Michelle Lai Jingmin and John Carillo
What do you think of when you imagine a plant? How might our collective intelligences speak to each other? How might we form relations with plants? Phytomorphism enables the transmogrification of these relations by systematically deconstructing human understandings of ‘Nature’ and subsequently reconstructing them such that human participants become-plant, acquiring phytomorphic consciousness. Weaving in scientific research from plant signalling and communication, Phytomorphism introduces an immersive audio-visual experience through VR technologies, surfacing several conduits to speak with and alongside plants.
Michelle Lai Jingmin is an Eindhoven-based ecological designer and artist. Since 2016, she has been working as a creative freelancer, researcher and ecological practitioner with a strong interest in the natural world and their interconnections.
Through his work, John Carrillo seeks to obscure, or illuminate planes of existence. Through which, our awareness of space, and human-object relations are challenged and questioned. How our imaginations may be enhanced by adjusting our human perceptions of reality is a constant thread that runs through his projects.
Guillaume Malaret
“Érodé” is a composition made from geophonic recordings of water at Eagles Nest, a protected site including a tidal island in the Bunurong National Marine Park, Australia. Microphones were active in multiple positions to get the most listening perspectives, often placed beyond the reach of the human body. This geophony is reinterpreted through the application of treatments and transformations on the original materials, allowing the creation of an heterogenous repertoire of sound objects that allow listeners to immerse themselves in the imagined soundscape of the area.
Guillaume Malaret is a French sound artist, field recordist, composer and sound designer. Grounded in recording and electroacoustic composition, his field interpretations are intimately linked to his environment.
Joe Revans, independent designer and researcher
Rewilding is an approach to environmental restoration that seeks to repair ecosystem processes that have been disrupted by human activities. In recent years, rewilding has become an increasingly mainstream idea in the UK. However, due to the UK’s extreme levels of nature depletion and the novelty of rewilding, it is difficult to imagine what a significantly rewilded Britain would look like. There are simply too few examples of wild nature to inspire our collective imagination. The Wild Futures Working Group aims to address this gap using a transdisciplinary approach that borrows methods from the worlds of speculative design, design ethnography and the computational arts. The project is being developed over the course of a nine-month residency (October 2021 – June 2022) at Maple Farm, a rewilding initiative in Surrey, England. It will result in an environmental fiction film, After Wilding, that envisions what it would be like to visit a rewilded Maple Farm in twenty years’ time. The film’s storyworld and script are based on a thematic analysis of 19 interviews with Maple Farm community members. For the film’s visual component, custom software was created to visualise interviewees’ speculations using machine learning image synthesis and composite the generated images with present-day footage of the site. Part documentary, part fiction, the film aims to present a radical, but grounded, proposition for the future of British nature from the perspective of a real-world rewilding community in the hopes that it can be understood, debated and renegotiated by the wider public.

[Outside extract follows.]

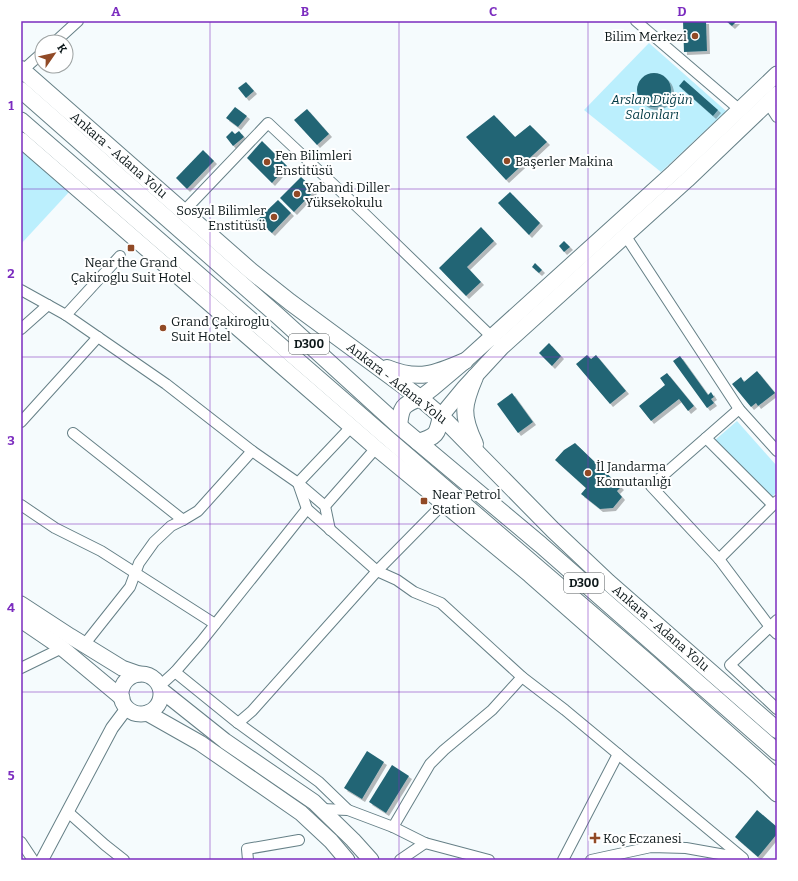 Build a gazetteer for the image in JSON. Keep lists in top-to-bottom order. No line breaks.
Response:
{"streets":{"highway":["Ankara - Adana Yolu","D300"]},"parks":["Arslan Düğün Salonları"],"places":{"other":["Bilim Merkezi","Başerler Makina","Fen Bilimleri Enstitüsü","Yabandi Diller Yüksekokulu","Sosyal Bilimler Enstitüsü","Grand Çakiroglu Suit Hotel","İl Jandarma Komutanlığı"],"transit":["Near the Grand Çakiroglu Suit Hotel","Near Petrol Station"],"health":["Koç Eczanesi"]},"north":"top right","grid":{"columns":["A","B","C","D"],"rows":["1","2","3","4","5"]}}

Joe Revans is a London-based designer and futures researcher recently graduated from the MA Material Futures programme at Central Saint Martins. His work explores environmental futures, socio-ecological design and the integration of more-than-human perspectives into design practices.
Roboto Regular Font Entry (Not displayed, do not remove)
Roboto Regular Italic Font Entry (Not displayed, do not remove)
Roboto Bold Font Entry (Not displayed, do not remove)
Roboto Bold Italic Font Entry (Not displayed, do not remove)
Arbutus Font Entry (Not displayed, do not remove)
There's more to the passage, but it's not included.